» **Task requirements**
From the entries below, copy each line in which the word "overflow" occurs.

» **Supplied records**
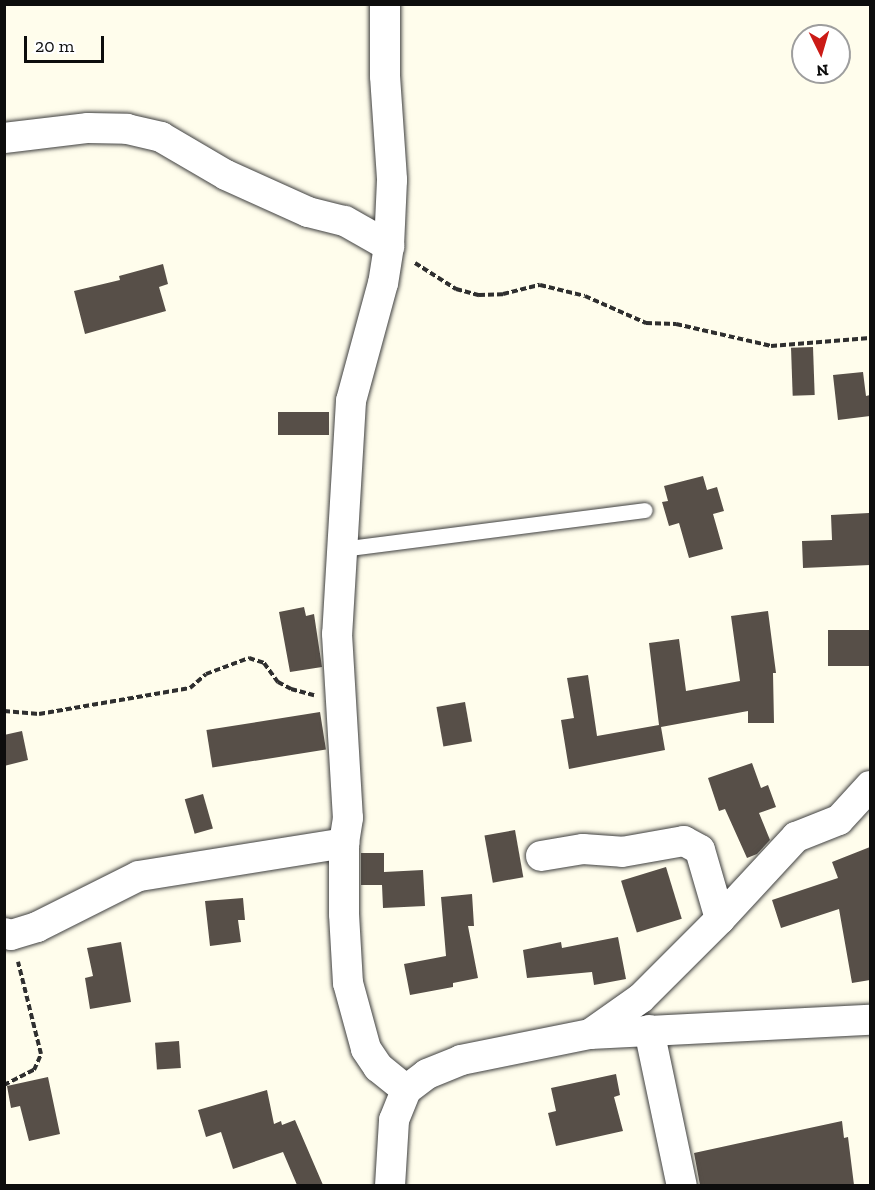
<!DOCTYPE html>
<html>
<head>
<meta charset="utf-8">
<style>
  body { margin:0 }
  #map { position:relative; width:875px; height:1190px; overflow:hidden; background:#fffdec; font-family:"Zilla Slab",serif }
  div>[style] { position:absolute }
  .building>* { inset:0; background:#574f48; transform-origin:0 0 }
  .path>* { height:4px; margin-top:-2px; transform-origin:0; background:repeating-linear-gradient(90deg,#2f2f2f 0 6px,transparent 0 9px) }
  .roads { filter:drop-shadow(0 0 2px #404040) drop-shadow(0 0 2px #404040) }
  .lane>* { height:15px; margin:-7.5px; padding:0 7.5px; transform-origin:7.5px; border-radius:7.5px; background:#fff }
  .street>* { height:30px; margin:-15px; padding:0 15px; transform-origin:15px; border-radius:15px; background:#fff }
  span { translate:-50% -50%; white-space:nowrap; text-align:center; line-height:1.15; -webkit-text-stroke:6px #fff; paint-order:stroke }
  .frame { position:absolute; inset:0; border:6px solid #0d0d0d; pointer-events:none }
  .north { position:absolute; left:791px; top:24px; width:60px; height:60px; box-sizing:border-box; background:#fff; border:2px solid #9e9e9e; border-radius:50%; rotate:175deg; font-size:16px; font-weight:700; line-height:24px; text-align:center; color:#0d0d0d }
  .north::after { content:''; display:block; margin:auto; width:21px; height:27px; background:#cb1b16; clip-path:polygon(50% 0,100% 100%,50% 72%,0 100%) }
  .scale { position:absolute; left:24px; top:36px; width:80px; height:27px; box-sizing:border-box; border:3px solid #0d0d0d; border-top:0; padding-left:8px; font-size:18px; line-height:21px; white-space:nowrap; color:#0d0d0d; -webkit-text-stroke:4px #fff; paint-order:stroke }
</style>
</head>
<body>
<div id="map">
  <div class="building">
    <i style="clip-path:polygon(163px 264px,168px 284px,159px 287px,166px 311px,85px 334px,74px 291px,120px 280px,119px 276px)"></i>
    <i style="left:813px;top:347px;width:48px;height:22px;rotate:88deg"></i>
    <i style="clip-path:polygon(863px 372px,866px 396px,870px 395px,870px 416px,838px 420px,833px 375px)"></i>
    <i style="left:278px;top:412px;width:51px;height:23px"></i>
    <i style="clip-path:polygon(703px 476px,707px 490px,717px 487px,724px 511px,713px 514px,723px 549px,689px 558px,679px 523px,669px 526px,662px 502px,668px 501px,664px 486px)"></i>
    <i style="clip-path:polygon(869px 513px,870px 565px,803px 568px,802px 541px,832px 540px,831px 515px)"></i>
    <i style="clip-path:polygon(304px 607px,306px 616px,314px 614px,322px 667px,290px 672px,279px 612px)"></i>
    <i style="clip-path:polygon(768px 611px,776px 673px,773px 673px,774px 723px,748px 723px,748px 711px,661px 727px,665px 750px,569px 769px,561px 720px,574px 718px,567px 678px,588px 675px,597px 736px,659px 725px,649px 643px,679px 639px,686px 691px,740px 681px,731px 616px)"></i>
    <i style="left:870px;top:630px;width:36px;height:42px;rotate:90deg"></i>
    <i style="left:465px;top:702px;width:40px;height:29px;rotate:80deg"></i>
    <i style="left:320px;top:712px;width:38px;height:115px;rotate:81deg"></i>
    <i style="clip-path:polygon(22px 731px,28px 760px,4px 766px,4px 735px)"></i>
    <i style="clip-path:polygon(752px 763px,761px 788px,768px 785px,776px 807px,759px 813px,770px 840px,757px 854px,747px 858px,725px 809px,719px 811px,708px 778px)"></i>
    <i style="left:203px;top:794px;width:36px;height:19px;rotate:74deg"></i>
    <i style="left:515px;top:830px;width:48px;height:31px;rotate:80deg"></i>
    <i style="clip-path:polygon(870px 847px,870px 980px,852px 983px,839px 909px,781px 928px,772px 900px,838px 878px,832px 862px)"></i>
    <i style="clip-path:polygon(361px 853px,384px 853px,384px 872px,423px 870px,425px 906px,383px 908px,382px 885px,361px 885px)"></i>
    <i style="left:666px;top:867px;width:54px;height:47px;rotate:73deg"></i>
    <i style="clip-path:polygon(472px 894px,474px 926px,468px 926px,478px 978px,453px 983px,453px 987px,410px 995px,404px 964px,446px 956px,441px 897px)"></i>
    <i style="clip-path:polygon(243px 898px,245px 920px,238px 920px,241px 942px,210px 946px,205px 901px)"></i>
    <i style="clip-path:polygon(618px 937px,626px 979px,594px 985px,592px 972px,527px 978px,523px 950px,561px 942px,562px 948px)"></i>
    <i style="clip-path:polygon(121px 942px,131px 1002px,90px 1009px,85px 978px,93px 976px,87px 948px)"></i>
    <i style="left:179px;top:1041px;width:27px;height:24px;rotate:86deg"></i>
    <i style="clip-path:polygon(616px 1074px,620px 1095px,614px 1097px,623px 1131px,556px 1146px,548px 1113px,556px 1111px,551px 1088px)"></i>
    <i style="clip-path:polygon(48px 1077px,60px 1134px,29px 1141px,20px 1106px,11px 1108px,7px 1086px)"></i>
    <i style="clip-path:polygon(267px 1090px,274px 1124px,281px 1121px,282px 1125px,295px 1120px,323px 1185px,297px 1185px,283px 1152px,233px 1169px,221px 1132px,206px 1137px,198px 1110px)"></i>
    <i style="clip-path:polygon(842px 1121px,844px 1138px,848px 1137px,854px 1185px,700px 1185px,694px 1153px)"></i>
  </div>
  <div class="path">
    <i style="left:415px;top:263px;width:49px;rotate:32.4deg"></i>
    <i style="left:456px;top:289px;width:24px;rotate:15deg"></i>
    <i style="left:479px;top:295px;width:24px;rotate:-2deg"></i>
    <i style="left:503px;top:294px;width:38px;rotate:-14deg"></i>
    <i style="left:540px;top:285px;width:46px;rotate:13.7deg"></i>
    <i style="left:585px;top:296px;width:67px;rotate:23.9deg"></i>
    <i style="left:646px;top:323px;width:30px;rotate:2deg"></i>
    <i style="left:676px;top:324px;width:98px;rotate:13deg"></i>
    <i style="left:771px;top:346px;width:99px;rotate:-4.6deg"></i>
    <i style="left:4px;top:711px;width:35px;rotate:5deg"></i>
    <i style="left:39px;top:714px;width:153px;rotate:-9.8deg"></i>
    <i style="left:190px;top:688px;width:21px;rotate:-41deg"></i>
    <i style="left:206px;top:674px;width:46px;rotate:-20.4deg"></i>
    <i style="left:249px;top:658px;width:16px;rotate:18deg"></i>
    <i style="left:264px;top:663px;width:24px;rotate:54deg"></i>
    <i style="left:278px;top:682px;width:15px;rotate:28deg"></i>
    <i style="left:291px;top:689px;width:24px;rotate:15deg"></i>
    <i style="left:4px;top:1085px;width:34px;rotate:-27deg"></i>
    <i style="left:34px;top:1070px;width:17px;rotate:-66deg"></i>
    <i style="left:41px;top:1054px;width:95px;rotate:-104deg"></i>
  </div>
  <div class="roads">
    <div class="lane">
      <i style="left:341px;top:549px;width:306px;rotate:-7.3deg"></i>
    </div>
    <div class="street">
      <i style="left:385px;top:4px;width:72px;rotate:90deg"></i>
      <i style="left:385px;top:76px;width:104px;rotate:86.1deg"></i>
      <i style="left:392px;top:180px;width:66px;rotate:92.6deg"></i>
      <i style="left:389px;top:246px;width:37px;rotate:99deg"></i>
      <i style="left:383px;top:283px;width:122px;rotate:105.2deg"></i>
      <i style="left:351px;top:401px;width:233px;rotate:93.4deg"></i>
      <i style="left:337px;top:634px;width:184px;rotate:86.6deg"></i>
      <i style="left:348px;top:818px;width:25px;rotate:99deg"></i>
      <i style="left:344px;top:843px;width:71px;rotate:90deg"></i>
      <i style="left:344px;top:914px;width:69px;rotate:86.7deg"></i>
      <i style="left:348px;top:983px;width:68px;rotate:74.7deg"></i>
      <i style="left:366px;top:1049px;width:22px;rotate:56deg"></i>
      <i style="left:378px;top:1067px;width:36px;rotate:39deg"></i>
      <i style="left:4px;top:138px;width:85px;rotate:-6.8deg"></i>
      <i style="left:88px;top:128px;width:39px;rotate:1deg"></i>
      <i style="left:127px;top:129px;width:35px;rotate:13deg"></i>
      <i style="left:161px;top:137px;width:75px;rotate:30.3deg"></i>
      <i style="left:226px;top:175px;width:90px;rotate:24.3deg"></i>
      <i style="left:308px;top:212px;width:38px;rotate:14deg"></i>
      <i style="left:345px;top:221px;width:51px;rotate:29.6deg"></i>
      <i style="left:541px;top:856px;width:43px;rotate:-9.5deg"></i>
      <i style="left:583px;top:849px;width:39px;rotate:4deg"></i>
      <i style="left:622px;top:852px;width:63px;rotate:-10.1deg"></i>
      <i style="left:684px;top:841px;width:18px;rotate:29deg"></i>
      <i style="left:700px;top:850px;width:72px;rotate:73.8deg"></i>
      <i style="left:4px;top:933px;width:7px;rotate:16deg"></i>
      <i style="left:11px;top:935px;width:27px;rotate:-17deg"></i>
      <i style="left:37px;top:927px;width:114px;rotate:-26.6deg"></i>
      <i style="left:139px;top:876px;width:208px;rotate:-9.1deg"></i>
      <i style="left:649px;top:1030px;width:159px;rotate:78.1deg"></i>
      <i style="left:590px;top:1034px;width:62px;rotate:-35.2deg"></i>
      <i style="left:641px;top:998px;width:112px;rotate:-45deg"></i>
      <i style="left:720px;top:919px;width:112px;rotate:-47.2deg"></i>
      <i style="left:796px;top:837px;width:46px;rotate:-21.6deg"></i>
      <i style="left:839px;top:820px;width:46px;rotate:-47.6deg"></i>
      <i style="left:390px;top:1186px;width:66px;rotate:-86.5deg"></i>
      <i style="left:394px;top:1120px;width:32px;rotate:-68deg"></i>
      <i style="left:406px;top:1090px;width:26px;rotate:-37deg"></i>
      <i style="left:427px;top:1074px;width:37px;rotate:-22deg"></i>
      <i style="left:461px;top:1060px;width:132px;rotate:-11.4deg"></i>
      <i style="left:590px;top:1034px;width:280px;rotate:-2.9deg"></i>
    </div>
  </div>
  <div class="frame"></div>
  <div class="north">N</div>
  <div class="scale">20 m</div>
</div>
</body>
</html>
---
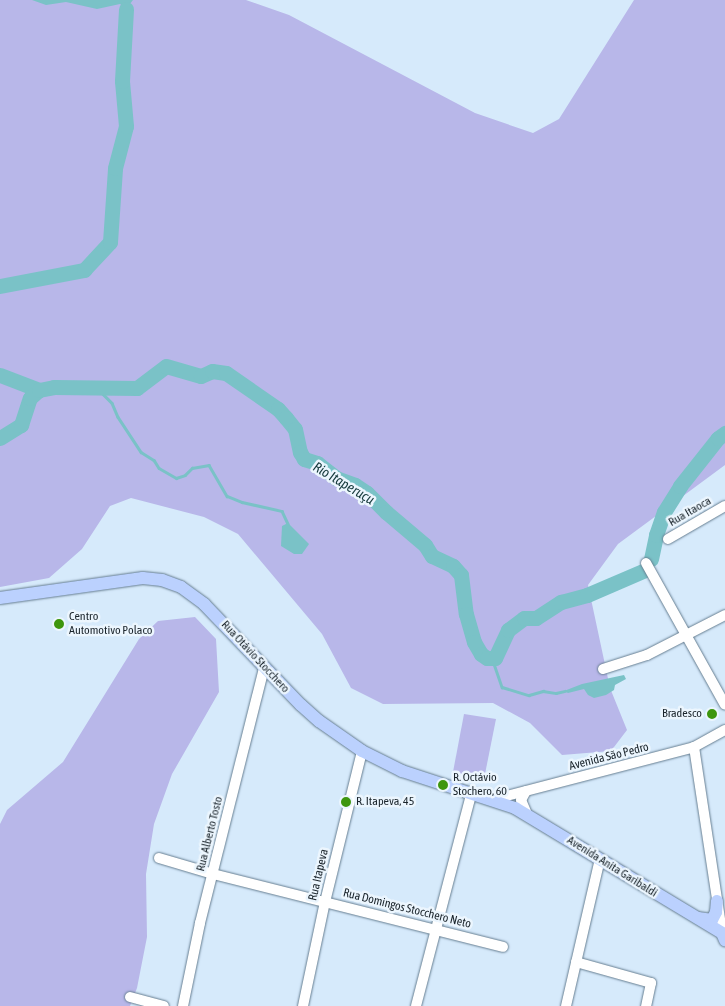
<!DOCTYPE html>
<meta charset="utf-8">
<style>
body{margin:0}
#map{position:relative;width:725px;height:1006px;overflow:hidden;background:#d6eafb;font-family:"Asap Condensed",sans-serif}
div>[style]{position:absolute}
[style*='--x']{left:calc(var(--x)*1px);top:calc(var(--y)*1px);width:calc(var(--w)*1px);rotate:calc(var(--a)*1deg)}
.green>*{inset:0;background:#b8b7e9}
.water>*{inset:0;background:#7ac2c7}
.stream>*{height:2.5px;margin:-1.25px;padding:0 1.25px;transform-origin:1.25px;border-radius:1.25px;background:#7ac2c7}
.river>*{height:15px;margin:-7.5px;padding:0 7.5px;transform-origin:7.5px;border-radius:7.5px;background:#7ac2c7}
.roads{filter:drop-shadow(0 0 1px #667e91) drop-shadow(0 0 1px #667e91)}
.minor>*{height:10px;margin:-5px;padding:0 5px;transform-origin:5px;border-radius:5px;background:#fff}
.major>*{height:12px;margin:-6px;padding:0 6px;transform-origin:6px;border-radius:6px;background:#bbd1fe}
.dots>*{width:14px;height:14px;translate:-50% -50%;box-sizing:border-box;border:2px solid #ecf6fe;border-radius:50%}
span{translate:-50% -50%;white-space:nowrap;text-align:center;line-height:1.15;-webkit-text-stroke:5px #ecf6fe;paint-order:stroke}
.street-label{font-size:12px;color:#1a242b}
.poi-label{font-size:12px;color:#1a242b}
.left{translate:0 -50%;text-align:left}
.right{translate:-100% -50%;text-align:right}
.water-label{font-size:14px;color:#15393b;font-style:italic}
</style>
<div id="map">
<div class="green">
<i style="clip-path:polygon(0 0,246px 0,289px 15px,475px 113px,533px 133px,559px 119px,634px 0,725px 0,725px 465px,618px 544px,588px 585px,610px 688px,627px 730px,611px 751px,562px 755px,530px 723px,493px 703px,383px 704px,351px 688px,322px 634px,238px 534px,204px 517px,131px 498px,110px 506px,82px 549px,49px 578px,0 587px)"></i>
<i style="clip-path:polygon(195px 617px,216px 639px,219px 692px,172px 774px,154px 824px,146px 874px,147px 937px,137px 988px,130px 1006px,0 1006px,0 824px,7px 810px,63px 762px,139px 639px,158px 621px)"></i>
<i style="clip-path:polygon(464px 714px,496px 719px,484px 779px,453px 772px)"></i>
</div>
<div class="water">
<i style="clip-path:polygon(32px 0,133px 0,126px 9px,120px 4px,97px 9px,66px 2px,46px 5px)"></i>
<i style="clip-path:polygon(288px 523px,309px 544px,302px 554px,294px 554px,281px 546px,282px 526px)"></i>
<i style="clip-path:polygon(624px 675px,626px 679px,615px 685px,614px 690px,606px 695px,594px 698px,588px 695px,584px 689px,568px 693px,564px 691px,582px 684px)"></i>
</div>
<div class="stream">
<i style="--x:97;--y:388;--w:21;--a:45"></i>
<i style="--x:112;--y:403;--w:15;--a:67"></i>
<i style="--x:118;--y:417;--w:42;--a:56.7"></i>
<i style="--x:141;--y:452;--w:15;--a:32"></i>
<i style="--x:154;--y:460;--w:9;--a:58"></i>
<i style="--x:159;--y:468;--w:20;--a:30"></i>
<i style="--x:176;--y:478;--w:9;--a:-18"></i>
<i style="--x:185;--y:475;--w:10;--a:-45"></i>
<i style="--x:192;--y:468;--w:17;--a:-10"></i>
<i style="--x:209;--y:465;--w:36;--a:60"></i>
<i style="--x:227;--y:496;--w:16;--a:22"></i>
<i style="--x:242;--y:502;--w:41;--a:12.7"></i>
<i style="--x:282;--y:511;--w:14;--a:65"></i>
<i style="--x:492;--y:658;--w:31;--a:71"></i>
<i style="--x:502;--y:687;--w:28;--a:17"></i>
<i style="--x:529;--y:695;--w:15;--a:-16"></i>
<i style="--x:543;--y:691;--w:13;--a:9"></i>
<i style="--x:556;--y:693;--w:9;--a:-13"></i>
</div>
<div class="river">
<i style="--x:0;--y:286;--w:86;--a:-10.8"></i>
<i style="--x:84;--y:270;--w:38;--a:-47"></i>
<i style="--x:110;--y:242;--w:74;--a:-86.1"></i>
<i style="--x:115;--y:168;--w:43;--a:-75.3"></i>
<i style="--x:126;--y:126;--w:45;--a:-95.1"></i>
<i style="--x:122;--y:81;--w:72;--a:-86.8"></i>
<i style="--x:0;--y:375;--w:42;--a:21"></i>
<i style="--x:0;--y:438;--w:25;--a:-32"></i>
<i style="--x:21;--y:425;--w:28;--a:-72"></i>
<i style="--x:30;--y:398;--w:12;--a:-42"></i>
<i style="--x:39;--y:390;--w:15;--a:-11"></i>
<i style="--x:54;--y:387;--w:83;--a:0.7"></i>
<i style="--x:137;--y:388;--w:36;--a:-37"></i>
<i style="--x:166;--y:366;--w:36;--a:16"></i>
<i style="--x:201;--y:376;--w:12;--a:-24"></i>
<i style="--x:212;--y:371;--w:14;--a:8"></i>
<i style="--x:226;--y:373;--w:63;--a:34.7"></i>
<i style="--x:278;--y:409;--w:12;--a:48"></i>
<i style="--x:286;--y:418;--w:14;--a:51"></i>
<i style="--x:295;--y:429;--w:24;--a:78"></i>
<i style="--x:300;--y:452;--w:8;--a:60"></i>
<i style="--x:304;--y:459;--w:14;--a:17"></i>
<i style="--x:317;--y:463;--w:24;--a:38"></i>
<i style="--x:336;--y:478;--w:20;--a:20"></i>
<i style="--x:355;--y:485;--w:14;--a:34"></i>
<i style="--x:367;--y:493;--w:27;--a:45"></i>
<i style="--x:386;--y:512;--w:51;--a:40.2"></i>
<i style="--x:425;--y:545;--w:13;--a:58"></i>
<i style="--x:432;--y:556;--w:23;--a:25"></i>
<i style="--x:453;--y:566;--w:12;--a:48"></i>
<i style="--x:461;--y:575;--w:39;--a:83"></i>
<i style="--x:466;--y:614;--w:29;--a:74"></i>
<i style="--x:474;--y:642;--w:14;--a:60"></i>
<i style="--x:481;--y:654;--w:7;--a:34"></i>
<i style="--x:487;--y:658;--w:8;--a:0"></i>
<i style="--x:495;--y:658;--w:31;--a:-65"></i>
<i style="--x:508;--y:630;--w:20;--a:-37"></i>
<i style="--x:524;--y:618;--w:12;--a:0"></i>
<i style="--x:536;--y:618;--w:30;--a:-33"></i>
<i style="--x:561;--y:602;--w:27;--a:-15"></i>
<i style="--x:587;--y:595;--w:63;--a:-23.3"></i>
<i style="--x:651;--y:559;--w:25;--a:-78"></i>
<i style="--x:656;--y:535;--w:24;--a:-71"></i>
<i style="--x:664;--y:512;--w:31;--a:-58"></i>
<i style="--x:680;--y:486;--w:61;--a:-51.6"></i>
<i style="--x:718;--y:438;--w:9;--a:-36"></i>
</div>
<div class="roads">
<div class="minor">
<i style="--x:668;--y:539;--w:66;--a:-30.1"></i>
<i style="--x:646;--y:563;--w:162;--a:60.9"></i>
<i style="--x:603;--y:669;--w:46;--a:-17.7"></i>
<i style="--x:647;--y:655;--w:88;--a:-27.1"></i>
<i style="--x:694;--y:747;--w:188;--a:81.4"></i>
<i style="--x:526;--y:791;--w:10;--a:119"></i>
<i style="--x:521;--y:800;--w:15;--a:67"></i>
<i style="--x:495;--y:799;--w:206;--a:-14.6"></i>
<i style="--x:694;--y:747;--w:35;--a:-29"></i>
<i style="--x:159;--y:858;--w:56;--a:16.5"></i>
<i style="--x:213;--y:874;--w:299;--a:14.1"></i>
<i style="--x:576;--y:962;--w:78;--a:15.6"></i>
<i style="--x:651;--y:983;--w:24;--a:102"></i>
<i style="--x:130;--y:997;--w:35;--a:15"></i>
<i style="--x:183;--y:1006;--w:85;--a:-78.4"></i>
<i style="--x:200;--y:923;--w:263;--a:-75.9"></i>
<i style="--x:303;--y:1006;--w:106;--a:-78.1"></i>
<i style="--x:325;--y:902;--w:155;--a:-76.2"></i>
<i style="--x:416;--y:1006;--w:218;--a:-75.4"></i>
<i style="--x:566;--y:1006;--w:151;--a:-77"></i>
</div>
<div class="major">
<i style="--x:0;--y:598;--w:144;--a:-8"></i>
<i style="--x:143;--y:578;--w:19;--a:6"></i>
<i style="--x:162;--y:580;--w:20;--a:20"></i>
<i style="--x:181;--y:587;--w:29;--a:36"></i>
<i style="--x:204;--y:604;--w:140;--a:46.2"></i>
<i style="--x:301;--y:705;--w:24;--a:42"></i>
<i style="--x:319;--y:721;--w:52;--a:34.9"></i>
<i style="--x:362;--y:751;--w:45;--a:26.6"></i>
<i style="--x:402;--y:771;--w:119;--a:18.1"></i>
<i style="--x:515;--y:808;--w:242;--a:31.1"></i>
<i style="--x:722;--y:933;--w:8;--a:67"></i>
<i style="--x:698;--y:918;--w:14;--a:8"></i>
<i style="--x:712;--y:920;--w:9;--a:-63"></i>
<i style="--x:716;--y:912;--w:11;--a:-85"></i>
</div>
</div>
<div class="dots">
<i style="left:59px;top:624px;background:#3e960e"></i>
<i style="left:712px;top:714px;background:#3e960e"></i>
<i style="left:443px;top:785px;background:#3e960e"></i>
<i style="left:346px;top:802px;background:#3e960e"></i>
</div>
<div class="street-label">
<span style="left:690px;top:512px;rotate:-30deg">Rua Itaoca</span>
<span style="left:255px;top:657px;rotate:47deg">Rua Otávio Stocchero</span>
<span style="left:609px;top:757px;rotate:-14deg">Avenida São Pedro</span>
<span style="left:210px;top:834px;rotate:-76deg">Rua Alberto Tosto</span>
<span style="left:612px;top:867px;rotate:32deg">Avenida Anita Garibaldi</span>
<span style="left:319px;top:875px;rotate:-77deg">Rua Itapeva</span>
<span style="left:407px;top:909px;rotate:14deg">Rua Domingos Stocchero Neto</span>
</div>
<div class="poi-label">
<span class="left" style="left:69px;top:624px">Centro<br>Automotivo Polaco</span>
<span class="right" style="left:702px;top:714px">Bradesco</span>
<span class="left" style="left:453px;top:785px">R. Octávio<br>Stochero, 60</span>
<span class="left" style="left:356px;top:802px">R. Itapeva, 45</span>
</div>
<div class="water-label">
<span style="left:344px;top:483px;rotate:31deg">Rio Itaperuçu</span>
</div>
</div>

» **Answer section**
  #map { position:relative; width:875px; height:1190px; overflow:hidden; background:#fffdec; font-family:"Zilla Slab",serif }
#map{position:relative;width:725px;height:1006px;overflow:hidden;background:#d6eafb;font-family:"Asap Condensed",sans-serif}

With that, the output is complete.